Saved entries
·····

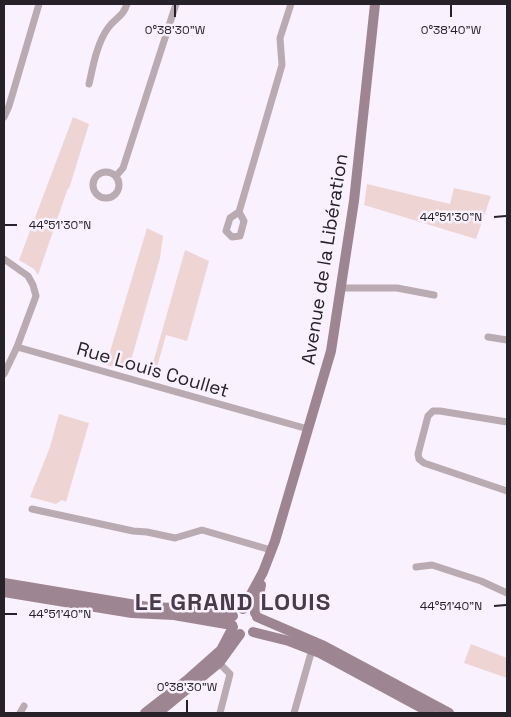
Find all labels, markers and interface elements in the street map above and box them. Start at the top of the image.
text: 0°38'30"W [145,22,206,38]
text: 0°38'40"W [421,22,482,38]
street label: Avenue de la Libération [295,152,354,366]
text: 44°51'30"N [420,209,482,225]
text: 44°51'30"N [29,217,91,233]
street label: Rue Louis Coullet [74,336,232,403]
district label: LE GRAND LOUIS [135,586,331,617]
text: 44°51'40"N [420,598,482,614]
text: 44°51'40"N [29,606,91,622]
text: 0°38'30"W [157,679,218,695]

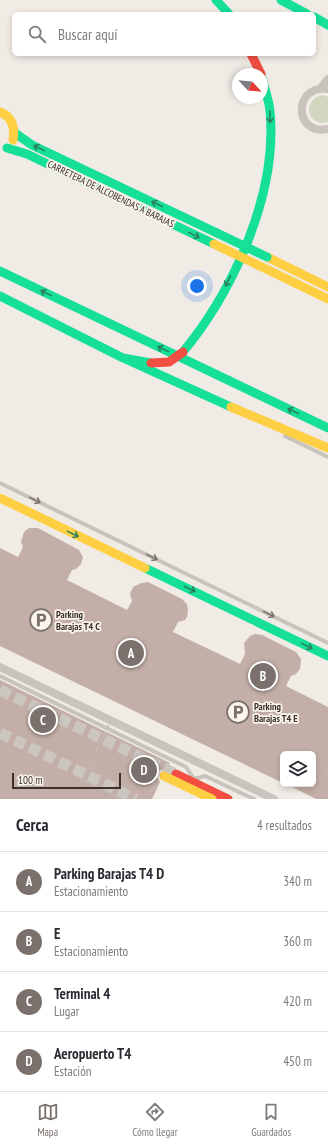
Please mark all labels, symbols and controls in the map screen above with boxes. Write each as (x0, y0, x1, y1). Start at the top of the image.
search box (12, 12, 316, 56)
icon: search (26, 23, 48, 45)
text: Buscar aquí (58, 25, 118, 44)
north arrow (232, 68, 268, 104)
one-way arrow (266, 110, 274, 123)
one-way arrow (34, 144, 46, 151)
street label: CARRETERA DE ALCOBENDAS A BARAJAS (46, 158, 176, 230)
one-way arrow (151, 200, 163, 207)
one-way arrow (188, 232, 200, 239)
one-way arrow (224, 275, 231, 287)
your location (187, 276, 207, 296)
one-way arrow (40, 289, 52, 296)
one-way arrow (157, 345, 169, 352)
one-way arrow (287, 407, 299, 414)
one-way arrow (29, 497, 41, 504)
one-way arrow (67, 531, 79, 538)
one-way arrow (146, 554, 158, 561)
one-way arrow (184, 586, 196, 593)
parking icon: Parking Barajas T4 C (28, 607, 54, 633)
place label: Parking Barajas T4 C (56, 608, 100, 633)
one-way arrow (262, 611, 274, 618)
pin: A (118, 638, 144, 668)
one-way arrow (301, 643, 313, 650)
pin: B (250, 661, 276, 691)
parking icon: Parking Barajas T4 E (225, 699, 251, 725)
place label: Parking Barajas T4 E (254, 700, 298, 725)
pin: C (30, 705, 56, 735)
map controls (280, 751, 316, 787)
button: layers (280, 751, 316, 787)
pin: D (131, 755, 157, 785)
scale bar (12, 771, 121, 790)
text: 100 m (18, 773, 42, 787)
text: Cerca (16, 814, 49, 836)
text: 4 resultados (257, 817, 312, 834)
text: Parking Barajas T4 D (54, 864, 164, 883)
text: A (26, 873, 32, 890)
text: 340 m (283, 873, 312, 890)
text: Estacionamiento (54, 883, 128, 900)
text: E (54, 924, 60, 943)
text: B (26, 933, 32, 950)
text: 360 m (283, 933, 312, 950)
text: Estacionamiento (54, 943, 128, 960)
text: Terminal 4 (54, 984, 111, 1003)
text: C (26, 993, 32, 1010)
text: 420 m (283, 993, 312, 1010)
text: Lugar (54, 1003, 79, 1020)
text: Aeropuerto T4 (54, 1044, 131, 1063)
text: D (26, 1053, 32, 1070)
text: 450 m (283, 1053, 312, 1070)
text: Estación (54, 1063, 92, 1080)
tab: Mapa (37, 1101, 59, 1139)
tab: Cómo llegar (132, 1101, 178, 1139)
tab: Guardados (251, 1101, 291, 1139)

·····

Instructions for the task ->
Filter the records down to the lines containing the word "Estacionamiento", and copy those.

Result ->
text: Estacionamiento (54, 883, 128, 900)
text: Estacionamiento (54, 943, 128, 960)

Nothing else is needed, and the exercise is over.